And then if you want to and can afford it, get yourself some lovely clothes that make you feel great, that you think you look great in. Don't worry about all those articles telling you that you can't wear X or Y because it won't be "flattering", go for something that makes you feel awesome. Colours that cheer you up just to look at them, fabrics that feel fantastic, maybe something that's really comfortable so that you can relax (I have to be really careful about this due to chronic pain, I have a lot of tunic tops that you can hide a TENS machine under and live in stretchy maternity bras because they're the only ones that don't hurt, and I still look damned sexy), or something structured like a corset if that turns you on.

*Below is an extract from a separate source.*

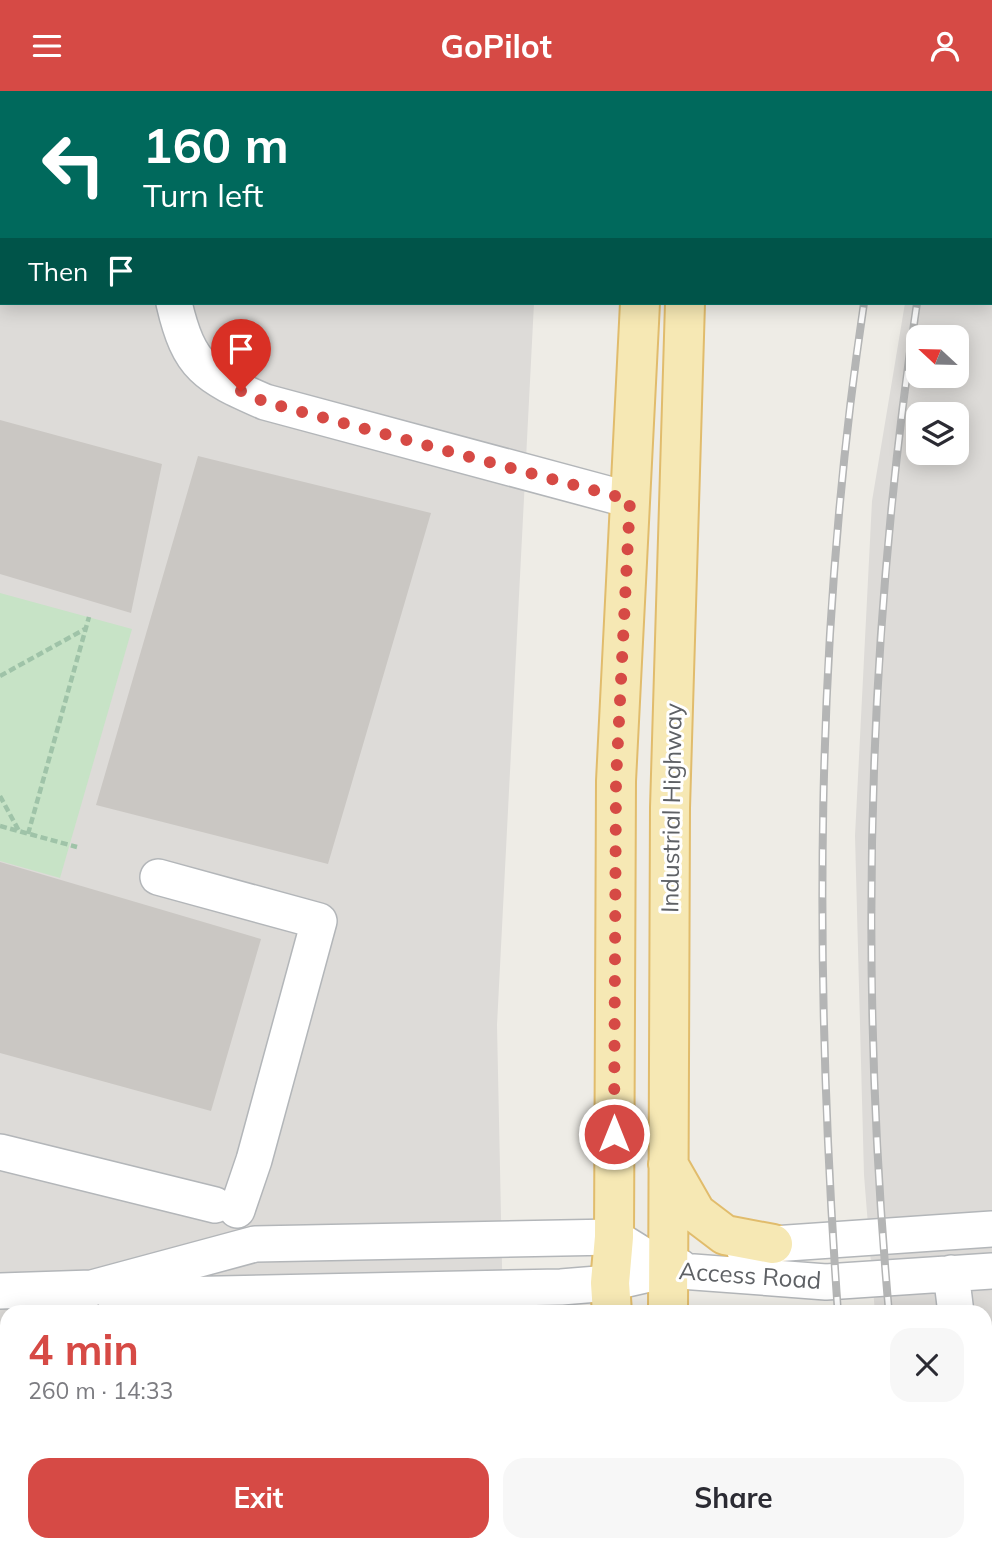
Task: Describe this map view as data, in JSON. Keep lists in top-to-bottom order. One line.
{"streets":{"main road":["Industrial Highway"],"lane":["Access Road"]},"crossings":[["Industrial Highway","Access Road"]],"north":"left","page":{"header":"GoPilot","turn":["160 m","Turn left"],"then":"Then","heading":["4 min","260 m · 14:33"],"buttons":["Exit","Share"]}}
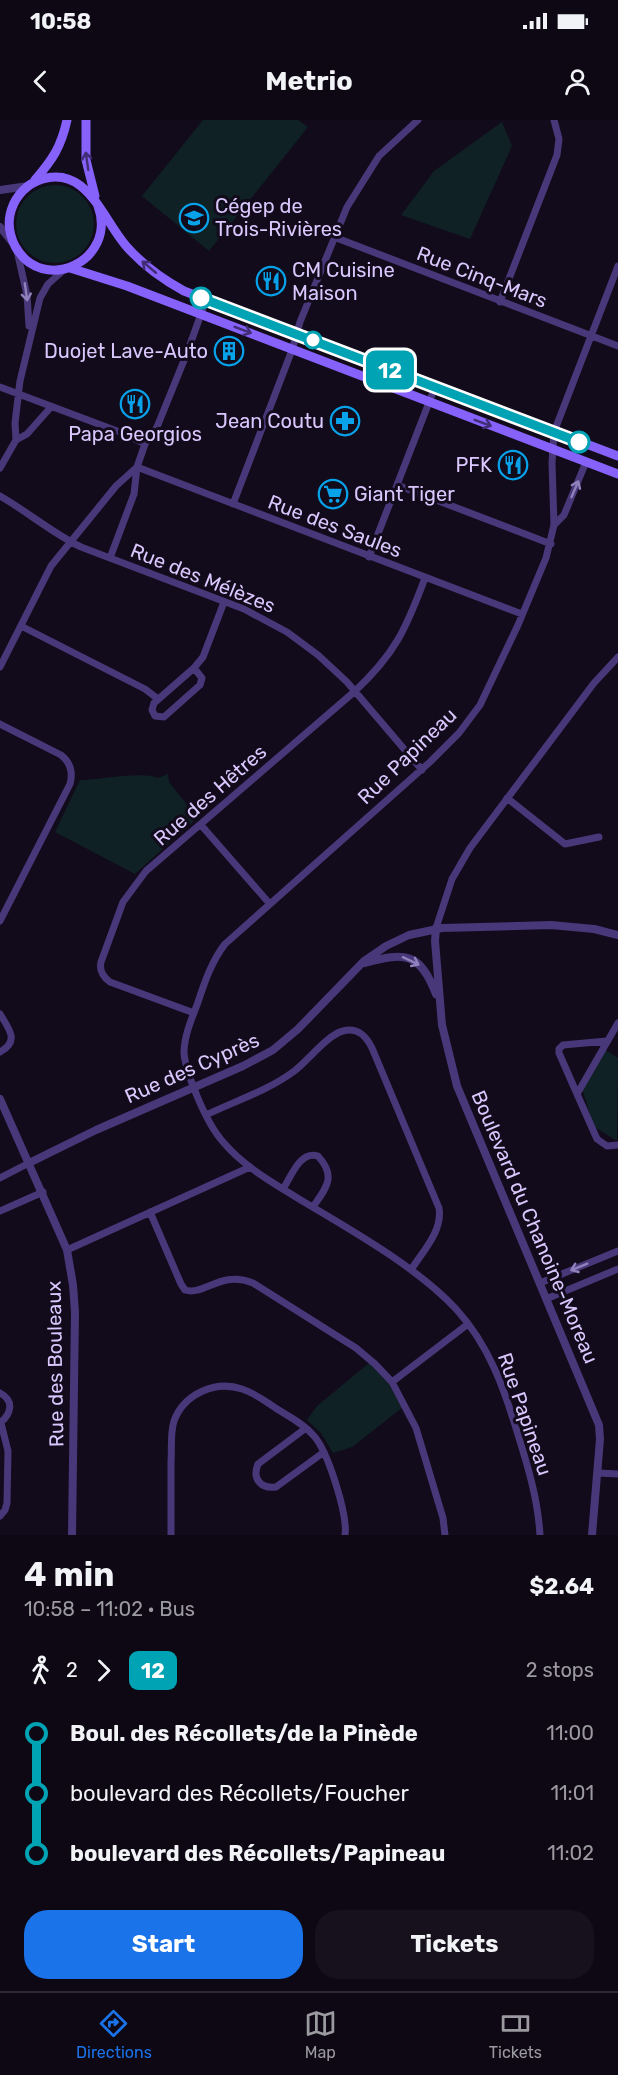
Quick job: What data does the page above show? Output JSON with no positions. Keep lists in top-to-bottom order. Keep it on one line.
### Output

Curvety is on the pricier end, but there are still quite a few options out there. Bravissimo have a clothing range which varies but has a fair amount of gorgeous stuff, and you can find older stock more cheaply on eBay too. They're also the best people to go to for finding a bra that fits properly and have a good range of pretty bras in larger cup sizes, since high street stores have a ridiculously small range that only really suit smaller-breasted folks. Lovely lingerie is a mood-lifter for lots of people!

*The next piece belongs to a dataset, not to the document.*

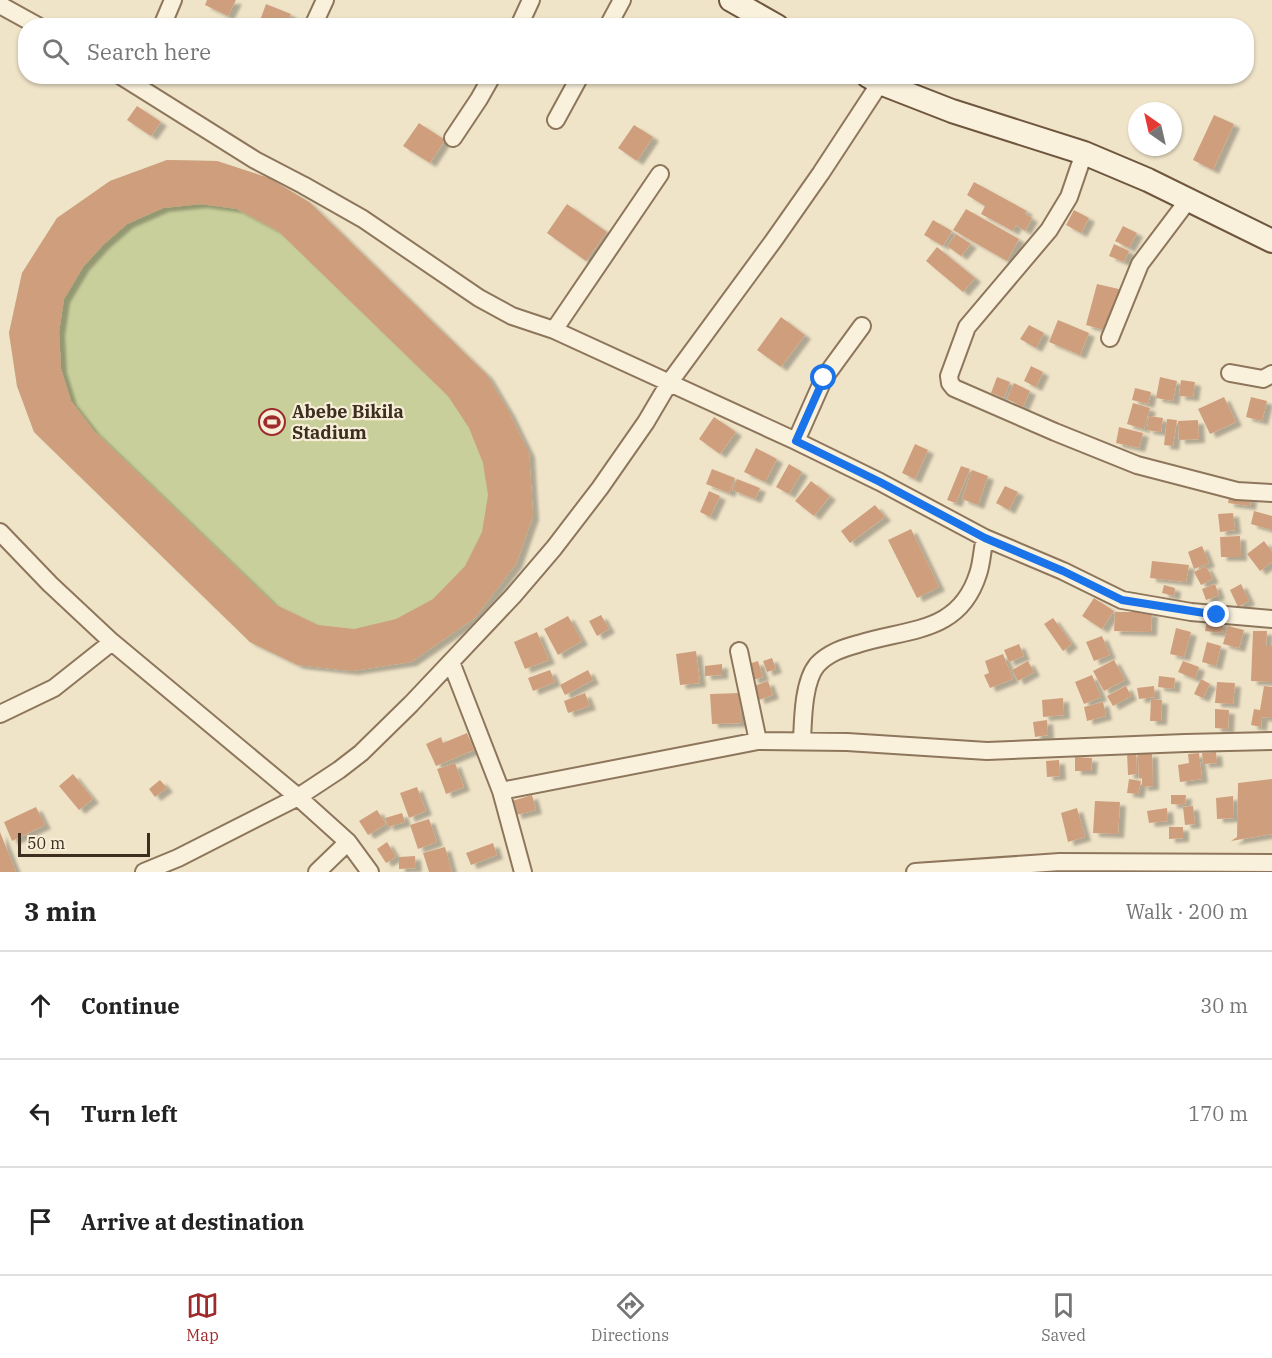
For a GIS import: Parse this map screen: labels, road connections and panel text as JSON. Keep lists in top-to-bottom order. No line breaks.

I wouldn't go for a bodystocking to hide your body during sex, you want to be enjoying your own skin. Maybe lower lighting while you get used to feeling more confident about your body again? Romantic lighting is always enjoyable, you can get really lovely fairy lights and candles and such. Or perhaps get yourself a fun toy that you can use together? There's nothing like a nice intense orgasm to take your mind off other things, and I'm not the only one whose partner thinks I look incredibly hot using a toy, especially when I'm thrashing around and making all sorts of happy noises.

As for exercise and weight loss, you do whatever makes you feel happy. Exercise is usually a good thing, so why not. Find something that you enjoy and will keep doing regularly, rather than worrying about what will burn most calories or target whichever muscles. Exercise is for fitness rather than weight loss anyway, realistically. With regard to weight loss, don't get stuck in a miserable dieting mentality, that's quite easy to fall into. The 3 Fat Chicks forum is a sensible one, and Intuitive Eating is a particularly good approach. That's about learning to work with your body, unlearning bad habits such as the deprivation-binge cycle, that sort of thing. I wasn't one for the deprivation-binge approach, but I did need to work on stress eating, mindless snacking and such, and it's helped me with that.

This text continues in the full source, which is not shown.